Seit Jahrhunderten lebte er nun im Exil. Die Dorfbewohner wussten nicht, wie alt Narfur wirklich war, nur dass er immer da war. Wann immer seine Weisheit und sein Wissen benötigt war, fand man ihn in der soliden Hütte, von Büchern und Rollen voller Pergament umgeben. Still wartete man, bis das Kratzen ‭der Feder verstummte und der Alte sich einem zuwandte.
Nun stand Meridon vor den Überresten dessen, was einmal sein Ratgeber sein sollte.
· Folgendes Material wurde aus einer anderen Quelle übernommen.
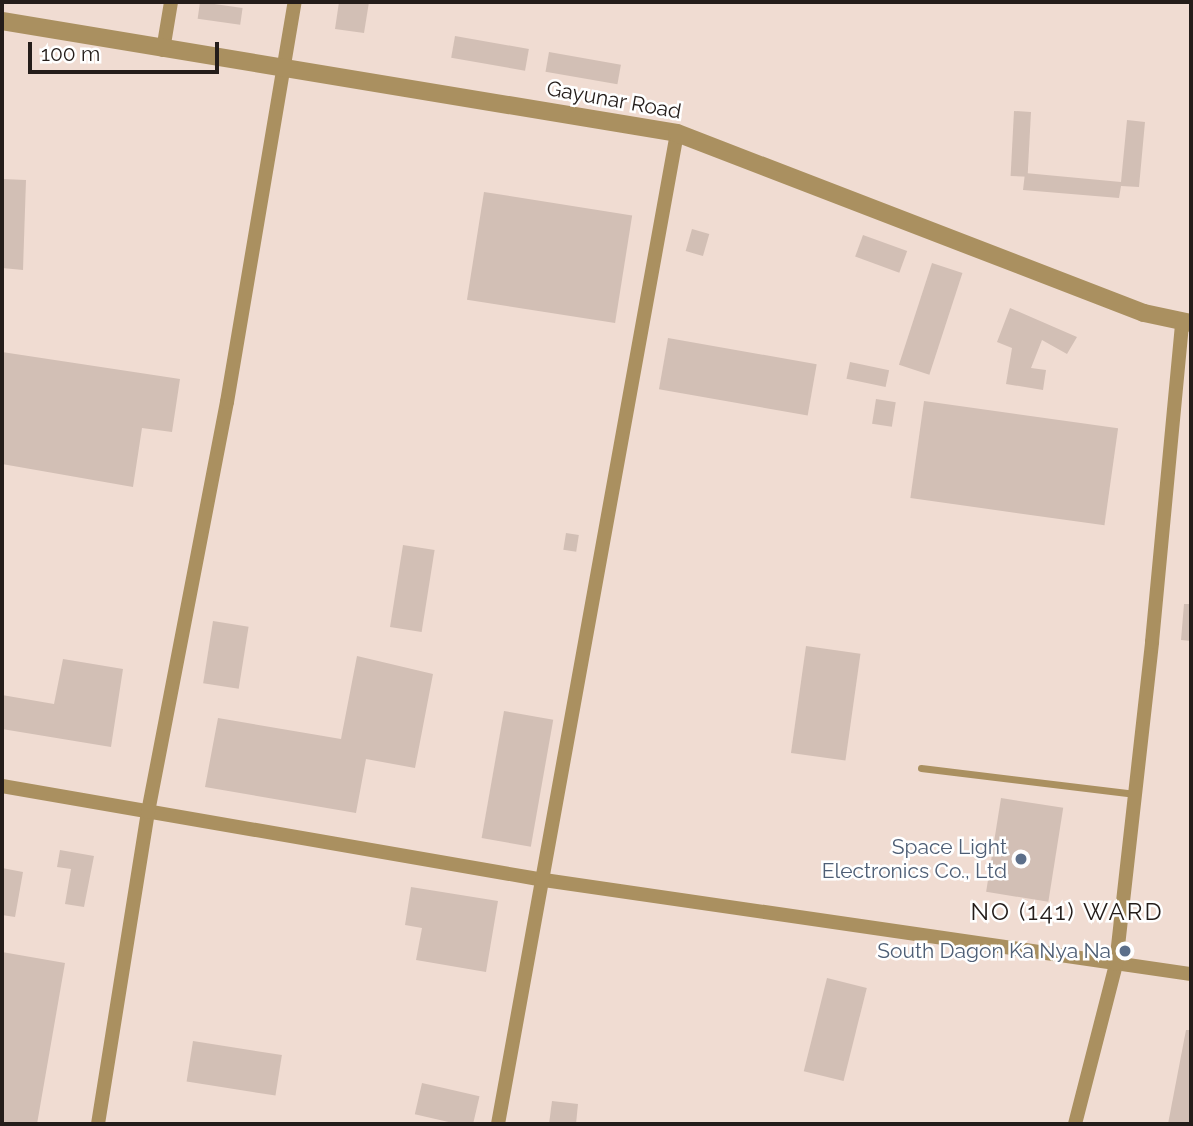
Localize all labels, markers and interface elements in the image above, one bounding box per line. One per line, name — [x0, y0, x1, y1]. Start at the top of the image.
scale bar — [32, 28, 222, 72]
text: 100 m — [41, 41, 100, 66]
street label: Gayunar Road — [544, 76, 684, 124]
place label: Space Light Electronics Co., Ltd — [822, 834, 1007, 884]
marker: Space Light Electronics Co., Ltd — [1013, 851, 1029, 867]
district label: NO (141) WARD — [972, 898, 1162, 926]
place label: South Dagon Ka Nya Na — [877, 938, 1111, 964]
marker: South Dagon Ka Nya Na — [1117, 943, 1133, 959]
Wie schon seinem Vater, seinem Großvater, sowie dessen Vater zuvor, rechnete er mit einer Rolle oder einem Besuch des Mannes.
Es war das Schlimmste eingetreten, dass sich Meridon vorstellen konnte.
"Wenn Flammen Weisheit verschlingen -", murmelte der Monarch leise.
"Steigen Säulen schwarzen Rauches.
Die Völker geeint. Der Hass vergessen.
Ein neuer Feind. Schwärzer die Nacht.
Goldener Schleier erhebt, wenn Verrat dem Volke dient."
Der Dorfälteste zitierte den Rest des ersten Teiles der Prophezeiung und verstummte.
"Du kennst die Worte, Alter?", sprach Meridon erstaunt. "Ich dachte nur der Kaiser und seine Nachkommen bekommen sie vermittelt."
"Nicht ganz, Euer Gnaden. Der Prophet lebte seit Generationen in diesem Dorf. Er vertraute dem Dorfvorstand jedesmal die Prophezeiung an. Er meinte, dass dieser idyllische Ort eine große Rolle spielen wird, in dem dunklen Zeitalter, das uns bevorsteht."
"Soso." Der Kaiser verstummte.
Stille legte sich über die Männer. Die Leibwachen standen stramm und formatiert hinter und neben ihrem Kaiser. Das silberne Emblem blitzte in der Sonne und ließ sie woe Helden erstrahlen.
Trotz der dunklen Worte schoen die Welt unbeeindruckt. Die Vögel zwitscherten ihr Lied, während der Wind durch die dunklen Tannen fuhr.
"Habt Ihr ein ordentliches Gasthaus hier? Ich bleibe über Nacht.", beschloss Meridon und wandze sich zum gehen.
"Außerdem habe ich da noch jemanden, der mich offensichtlich nicht leiden kann, von dem ich gerne wüsste, warum."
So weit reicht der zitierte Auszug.